6 Avec le thème des Amazones, qui flotte entre mythe et histoire, nous rencontrons les mêmes procédures intellectuelles. Afin de rendre compte des mœurs insolites des Sauromates, une peuplade scythe vivant à l’Est du fleuve Tanaïs, le Don actuel, Hérodote (4, 110-117) rapproche cette société de celle des Amazones du fleuve Thermodon, en Cappadoce, deux sociétés de guerrières. À vrai dire, l’historien-ethnographe n’évoque les Amazones qu’en creux, à partir des femmes sauromates, dont il fait les descendantes de ces dernières. Ici, le raisonnement fonctionne en boucle : ayant besoin d’une grille de lecture pour interpréter un comportement féminin opposé à celui des femmes grecques, Hérodote recourt au mythe des Amazones. Nous donnons au concept de mythe le sens de discours traditionnel invérifiable et donc non-réfutable, qui, selon le “programme de vérité” activé, pour reprendre la formule de Paul Veyne5 est soit à rejeter comme fabuleux, soit à prendre en considération comme donnant de l’intelligibilité au monde visible. En l’occurrence, le mythique éclaire l’historique, et inversement l’historique apporte un fondement au mythique. En effet, Hérodote rapporte une sorte de roman d’aventures qui imagine le scénario suivant.

7 Un contingent d’Amazones prisonnières, après leur défaite dans la bataille du Thermodon, réussissent, au cours de la traversée du Pont-Euxin, à massacrer les Grecs qui les emmènent en captivité. Ignorant tout de la navigation, elles échouent en Scythie où elles volent des chevaux et vivent de chasse et de pillage, suscitant l’hostilité des indigènes, qui les prennent pour des hommes jusqu’au jour où ils s’aperçoivent de leur méprise. Ils décident alors d’apprivoiser ces étrangères étonnantes pour avoir avec elles des enfants. Comme le désir est partagé, les unions stables se multiplient. Mais les Amazones refusent de se joindre aux autres épouses scythes, car elles entendent garder leurs coutumes.

  • 6 Traduction de Legrand, 1960.

« Nous ne saurions demeurer avec les femmes de chez vous, leur fait dire Hérodote (4, 114), car nos habitudes ne sont pas les mêmes que les leurs. Nous, nous tirons de l’arc, nous lançons le javelot, nous montons à cheval ; nous n’avons pas appris de travaux féminins ; les femmes de chez vous ne font rien de ce que nous avons dit, elles s’occupent à des travaux féminins, restant dans les chariots, sans aller à la chasse, ni nulle part ailleurs. Nous ne pourrions donc nous accorder avec elles ».

8 C’est ainsi qu’elles franchissent le Tanaïs en compagnie de leurs époux pour donner naissance, dans une contrée plus à l’Est, à l’ethnie des Sauromates, où les femmes, écrit Hérodote (4, 116),

  • 7 Toujours dans la traduction de Legrand.

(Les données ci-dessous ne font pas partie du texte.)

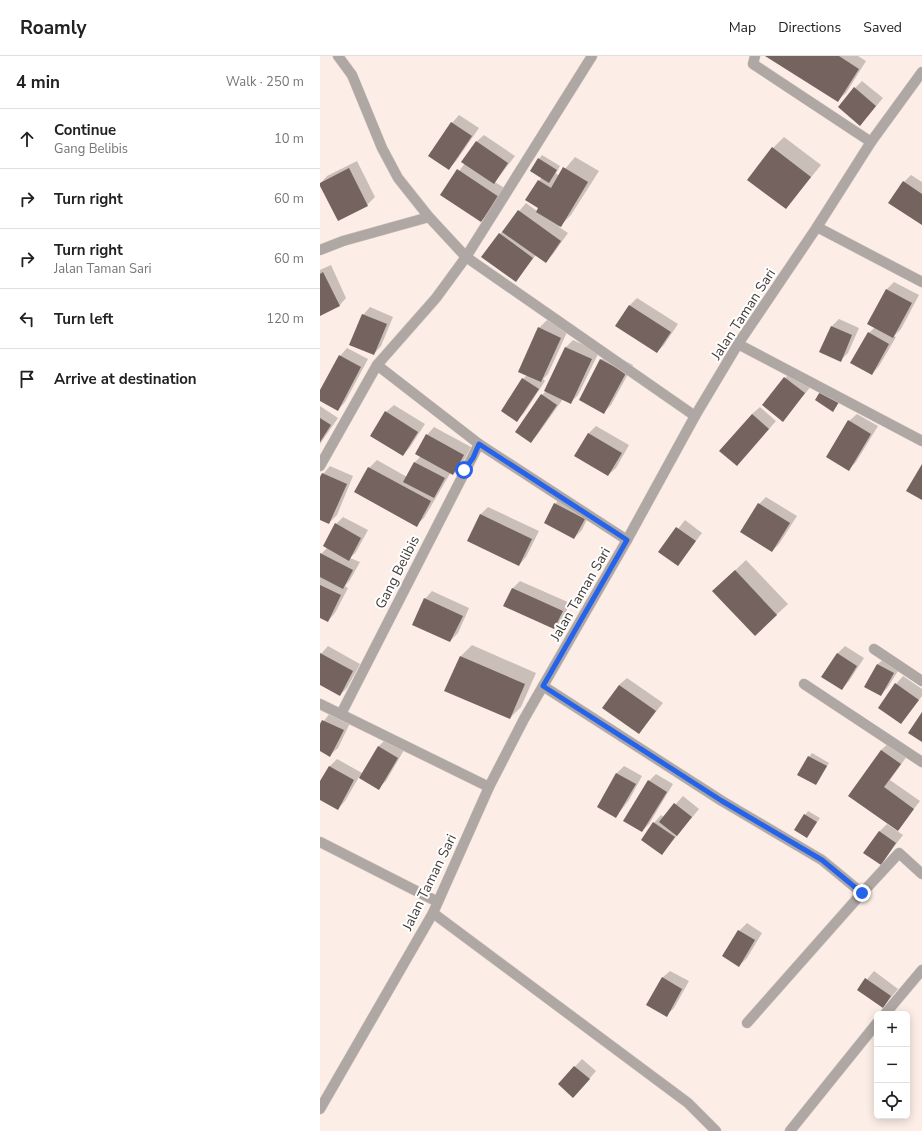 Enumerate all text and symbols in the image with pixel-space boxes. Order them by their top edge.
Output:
text: Roamly [20,15,87,41]
text: Map [729,18,756,37]
text: Directions [778,18,841,37]
text: Saved [863,18,902,37]
text: 4 min [16,71,60,94]
text: Walk · 250 m [226,73,304,91]
text: Continue [54,120,116,140]
icon: ahead [16,128,38,150]
text: 10 m [274,130,304,148]
text: Gang Belibis [54,140,128,158]
icon: right [16,188,38,210]
text: Turn right [54,189,123,209]
text: 60 m [274,190,304,208]
text: Turn right [54,240,123,260]
icon: right [16,248,38,270]
text: 60 m [274,250,304,268]
text: Jalan Taman Sari [54,260,152,278]
street label: Jalan Taman Sari [706,265,780,364]
icon: left [16,308,38,330]
text: Turn left [54,309,113,329]
text: 120 m [266,310,304,328]
icon: arrive [16,368,38,390]
text: Arrive at destination [54,369,197,389]
route start [455,461,473,479]
street label: Gang Belibis [371,532,424,612]
street label: Jalan Taman Sari [545,544,615,645]
street label: Jalan Taman Sari [397,831,461,935]
route end [853,884,871,902]
map controls [874,1011,910,1119]
button: + [874,1011,910,1047]
button: − [874,1047,910,1083]
button: locate [874,1083,910,1119] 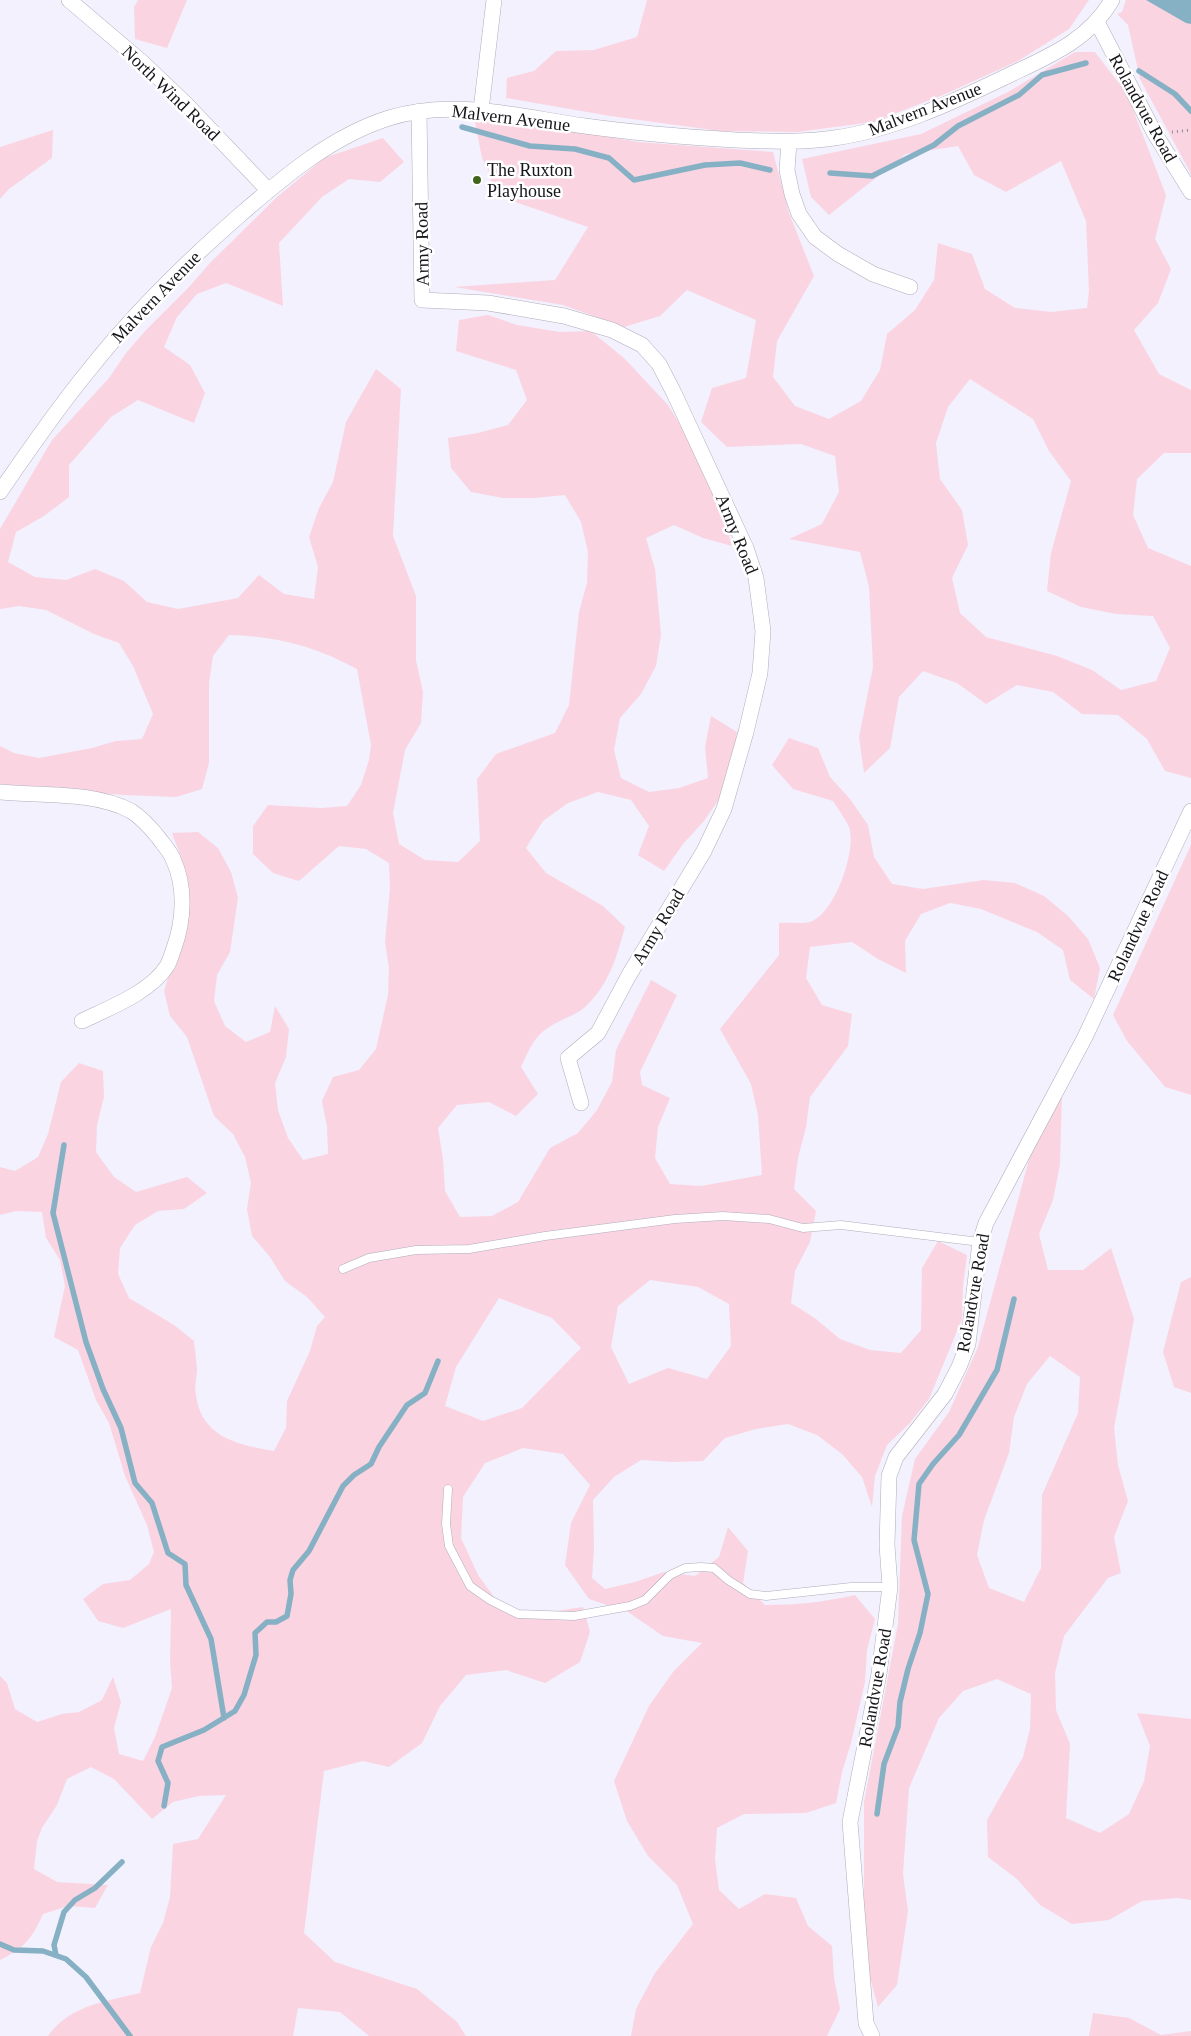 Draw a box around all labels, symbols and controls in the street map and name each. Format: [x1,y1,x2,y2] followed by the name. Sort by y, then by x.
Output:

« vont à la chasse à cheval, et avec leurs maris et sans eux ; elles vont à la guerre ; elles portent le même accoutrement que les hommes ».

9 Aucune allusion à une quelconque mutilation mammaire. Ce motif n’est pas encore jugé nécessaire à la cohérence de l’histoire. De fait, contrairement à l’opinion de Diodore de Sicile, une poitrine saillante n’est pas un handicap pour lancer des javelines ou décocher des flèches. Le prouvent clairement les concours modernes d’athlétisme. Nous sommes donc en présence d’une invention apparemment saugrenue, mais qui répond à une exigence logique : ces filles d’Arès, nées pour combattre des hommes à la guerre, rétives à toute domination masculine et complètement masculinisées dans leur genre de vie, ressemblent à des êtres dénaturés au point de vouloir faire disparaître leur identité sexuelle ; du coup, leur conserver une poitrine conforme à la nature les rattache contradictoirement à la féminité qu’elles rejettent, telle du moins qu’elle est conçue par les Grecs. Strabon pousse jusqu’au bout les conséquences de la dénaturation en soulignant que les Amazones se confectionnent avec des peaux de bêtes sauvages des équipements de cuir pour faire la guerre, ce qui les transforme en animaux féroces et les éloigne encore plus de la douceur propre à l’image conventionnelle de la femme9. Toutefois, cette logique de l’imaginaire masculin horrifié par l’idée de gynécocratie – l’extermination des Amazones libyennes par Héraclès est présentée, chez Diodore de Sicile, comme une mission civilisatrice destinée à libérer les peuples gouvernés par des femmes – ne se trouve pas, semble-t-il, stimulée avant les analyses du langage entreprises par les philosophes, en particulier Protagoras, Prodicos de Céos, Cratyle et Antisthène.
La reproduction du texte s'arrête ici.